EXCERPTED RECORDS START
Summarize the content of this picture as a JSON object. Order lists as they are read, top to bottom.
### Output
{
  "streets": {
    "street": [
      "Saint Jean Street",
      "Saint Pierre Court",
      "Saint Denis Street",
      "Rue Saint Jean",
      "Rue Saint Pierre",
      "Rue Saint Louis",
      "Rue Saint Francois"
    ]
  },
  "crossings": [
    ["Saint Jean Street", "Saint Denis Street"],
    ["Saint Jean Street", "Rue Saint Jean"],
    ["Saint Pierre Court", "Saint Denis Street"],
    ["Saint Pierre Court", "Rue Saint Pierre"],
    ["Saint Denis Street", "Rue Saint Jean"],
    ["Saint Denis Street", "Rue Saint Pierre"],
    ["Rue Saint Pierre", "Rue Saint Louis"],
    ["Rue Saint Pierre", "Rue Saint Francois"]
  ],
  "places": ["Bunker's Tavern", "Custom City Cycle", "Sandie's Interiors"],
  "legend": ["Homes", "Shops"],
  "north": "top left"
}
EXCERPTED RECORDS END
**TASK ITEM**
From the entries, copy every line in which the string "Pierre" can be found.

**SOLUTION TO THE EXERCISE**
      "Saint Pierre Court",
      "Rue Saint Pierre",
    ["Saint Pierre Court", "Saint Denis Street"],
    ["Saint Pierre Court", "Rue Saint Pierre"],
    ["Saint Denis Street", "Rue Saint Pierre"],
    ["Rue Saint Pierre", "Rue Saint Louis"],
    ["Rue Saint Pierre", "Rue Saint Francois"]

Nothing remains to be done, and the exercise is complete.